I don't know how many times you fly through my mind each day. A lot, I think. Listening to this song I felt this urge to tear, to miss the ones I have missed in life, the ones who are here no more. I wonder, maybe that's how one should count his/her age — by counting how many lives one has seen its end.
I miss them, Lei, 波波, 臭豆腐, and all the lost loves that had once bestowed on me, but not anymore. Is this fate? destiny? It is interesting that last night I came across a line in the book, which says Buddha is meant to break the cycle of rebirth because life = suffering. So the idea, I guess, is that once you are out of this vicious cycle, your suffering ends and that's when you are saved.
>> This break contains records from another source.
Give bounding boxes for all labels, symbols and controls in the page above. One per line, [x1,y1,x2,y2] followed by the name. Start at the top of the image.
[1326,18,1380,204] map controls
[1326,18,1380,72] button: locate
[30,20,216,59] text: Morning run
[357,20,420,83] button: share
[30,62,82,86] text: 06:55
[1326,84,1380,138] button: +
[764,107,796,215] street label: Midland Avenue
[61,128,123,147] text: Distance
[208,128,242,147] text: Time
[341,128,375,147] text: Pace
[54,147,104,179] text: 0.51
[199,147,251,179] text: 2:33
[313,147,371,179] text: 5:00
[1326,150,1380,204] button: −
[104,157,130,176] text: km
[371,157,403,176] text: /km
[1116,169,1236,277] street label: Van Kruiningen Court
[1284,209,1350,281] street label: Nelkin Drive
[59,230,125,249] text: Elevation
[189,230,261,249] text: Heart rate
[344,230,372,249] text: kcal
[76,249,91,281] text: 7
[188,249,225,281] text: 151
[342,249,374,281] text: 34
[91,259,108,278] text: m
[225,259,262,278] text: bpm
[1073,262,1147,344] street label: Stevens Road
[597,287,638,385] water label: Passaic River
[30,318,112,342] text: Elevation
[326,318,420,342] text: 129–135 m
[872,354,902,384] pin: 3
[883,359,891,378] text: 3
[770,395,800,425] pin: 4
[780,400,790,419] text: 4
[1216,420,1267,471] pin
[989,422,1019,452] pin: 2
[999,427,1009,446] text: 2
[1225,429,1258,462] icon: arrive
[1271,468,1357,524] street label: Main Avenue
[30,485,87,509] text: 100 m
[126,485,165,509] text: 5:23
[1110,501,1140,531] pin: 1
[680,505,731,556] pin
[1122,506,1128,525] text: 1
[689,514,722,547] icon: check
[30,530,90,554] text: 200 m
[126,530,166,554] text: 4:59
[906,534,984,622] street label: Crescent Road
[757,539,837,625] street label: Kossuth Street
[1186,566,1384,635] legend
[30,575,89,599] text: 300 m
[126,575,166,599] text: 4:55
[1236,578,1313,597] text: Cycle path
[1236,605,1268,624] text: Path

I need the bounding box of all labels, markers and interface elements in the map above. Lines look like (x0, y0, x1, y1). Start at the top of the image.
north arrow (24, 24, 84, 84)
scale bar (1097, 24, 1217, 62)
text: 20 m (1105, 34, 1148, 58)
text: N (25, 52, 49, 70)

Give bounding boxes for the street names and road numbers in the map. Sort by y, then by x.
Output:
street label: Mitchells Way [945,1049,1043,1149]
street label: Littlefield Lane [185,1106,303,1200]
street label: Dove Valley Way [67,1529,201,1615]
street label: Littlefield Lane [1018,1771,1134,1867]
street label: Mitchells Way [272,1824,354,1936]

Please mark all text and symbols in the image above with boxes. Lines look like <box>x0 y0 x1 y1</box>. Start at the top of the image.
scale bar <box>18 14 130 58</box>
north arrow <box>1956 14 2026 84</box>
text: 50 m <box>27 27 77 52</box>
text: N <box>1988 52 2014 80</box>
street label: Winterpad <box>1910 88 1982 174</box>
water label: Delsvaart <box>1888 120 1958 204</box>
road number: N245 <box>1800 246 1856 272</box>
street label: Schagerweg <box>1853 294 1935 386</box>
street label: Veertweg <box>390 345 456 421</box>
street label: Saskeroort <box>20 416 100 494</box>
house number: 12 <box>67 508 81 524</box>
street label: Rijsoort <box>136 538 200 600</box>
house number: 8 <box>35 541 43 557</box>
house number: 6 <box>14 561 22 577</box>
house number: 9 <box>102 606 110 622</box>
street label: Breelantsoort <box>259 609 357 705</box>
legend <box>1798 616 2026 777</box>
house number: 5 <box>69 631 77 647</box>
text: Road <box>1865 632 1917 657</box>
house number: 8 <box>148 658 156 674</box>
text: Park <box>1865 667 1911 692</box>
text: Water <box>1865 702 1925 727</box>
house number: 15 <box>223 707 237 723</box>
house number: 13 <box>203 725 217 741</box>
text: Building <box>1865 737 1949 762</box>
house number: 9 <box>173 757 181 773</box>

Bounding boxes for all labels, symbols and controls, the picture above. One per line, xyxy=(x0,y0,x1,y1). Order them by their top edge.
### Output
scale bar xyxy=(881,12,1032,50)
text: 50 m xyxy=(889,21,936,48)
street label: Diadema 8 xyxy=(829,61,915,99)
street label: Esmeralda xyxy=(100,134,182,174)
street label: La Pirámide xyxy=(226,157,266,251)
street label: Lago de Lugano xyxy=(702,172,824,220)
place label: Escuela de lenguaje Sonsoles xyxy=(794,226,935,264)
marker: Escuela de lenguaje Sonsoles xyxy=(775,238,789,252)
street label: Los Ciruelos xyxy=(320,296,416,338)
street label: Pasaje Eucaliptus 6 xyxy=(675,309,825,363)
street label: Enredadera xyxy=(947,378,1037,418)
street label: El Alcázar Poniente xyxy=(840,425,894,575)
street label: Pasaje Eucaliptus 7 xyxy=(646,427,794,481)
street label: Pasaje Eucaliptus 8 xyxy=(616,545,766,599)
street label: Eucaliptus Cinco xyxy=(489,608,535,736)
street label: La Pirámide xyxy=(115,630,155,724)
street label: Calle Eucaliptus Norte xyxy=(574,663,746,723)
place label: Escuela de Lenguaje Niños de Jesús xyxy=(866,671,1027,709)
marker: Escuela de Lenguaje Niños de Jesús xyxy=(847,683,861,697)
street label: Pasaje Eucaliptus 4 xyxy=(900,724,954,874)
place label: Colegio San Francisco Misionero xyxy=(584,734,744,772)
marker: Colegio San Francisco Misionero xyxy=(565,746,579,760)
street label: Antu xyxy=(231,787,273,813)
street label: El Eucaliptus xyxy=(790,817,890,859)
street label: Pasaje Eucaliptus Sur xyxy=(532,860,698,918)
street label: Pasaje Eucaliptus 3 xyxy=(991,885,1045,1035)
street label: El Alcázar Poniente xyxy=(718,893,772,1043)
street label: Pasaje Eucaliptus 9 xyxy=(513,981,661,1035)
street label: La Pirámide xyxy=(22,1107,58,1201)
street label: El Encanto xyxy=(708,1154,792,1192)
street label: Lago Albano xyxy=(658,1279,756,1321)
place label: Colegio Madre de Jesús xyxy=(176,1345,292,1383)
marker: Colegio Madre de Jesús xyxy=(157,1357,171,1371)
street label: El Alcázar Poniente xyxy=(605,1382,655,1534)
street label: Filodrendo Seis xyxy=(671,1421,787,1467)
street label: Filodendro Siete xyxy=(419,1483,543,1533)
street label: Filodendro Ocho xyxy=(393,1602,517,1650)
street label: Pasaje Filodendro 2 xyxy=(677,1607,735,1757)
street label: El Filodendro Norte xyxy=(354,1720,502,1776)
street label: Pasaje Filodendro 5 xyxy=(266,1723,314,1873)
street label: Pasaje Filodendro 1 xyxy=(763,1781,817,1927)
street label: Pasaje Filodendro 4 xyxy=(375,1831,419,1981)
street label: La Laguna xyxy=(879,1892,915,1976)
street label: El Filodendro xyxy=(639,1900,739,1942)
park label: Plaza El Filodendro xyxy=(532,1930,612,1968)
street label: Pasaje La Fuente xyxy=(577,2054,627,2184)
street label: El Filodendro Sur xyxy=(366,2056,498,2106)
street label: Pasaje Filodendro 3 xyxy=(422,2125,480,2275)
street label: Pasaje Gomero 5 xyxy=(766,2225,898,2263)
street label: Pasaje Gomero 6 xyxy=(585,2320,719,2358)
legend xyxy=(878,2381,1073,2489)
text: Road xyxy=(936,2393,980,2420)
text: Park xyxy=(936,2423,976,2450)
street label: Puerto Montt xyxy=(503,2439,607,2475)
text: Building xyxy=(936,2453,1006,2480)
Sometimes I truly feel this is probably how it should go, cause life certainly is not easy. Then there are all the love vows one makes to the other person that if not this life, I vow to try again in the next, and one following till we are together, then we will never part. How touching! If looking from this Buddha lens, what this vow says is an incredible commitment, that I'm willing to go through another cycle of life, to suffer, to live through, and may there be even more of these rounds, because I want to meet you, see you again, and love you again.
This is indeed a noble thought. You are giving up chance to be saved in order to fulfill a love you feel about another person (but if you think of it, how do know s/he has not quit the cycle and has bee saved already?) well, it does make sense though, maybe that's exactly why there are people feeling they are not finding the one they want ← because that person has been saved and is not in this cycle anymore! Oh mine, that's just disappointing, isn't it? Then what? I guess from what I know about Buddha, the only option now is to save yourself as quickly as possible so you could join her in that saved land (suppose the saved are going to the same place. nirvana? heaven? or even hell? does it matter then if your objective is to find that person and be with her? even if the place is called hell or whatever, I think it's irrelevant.)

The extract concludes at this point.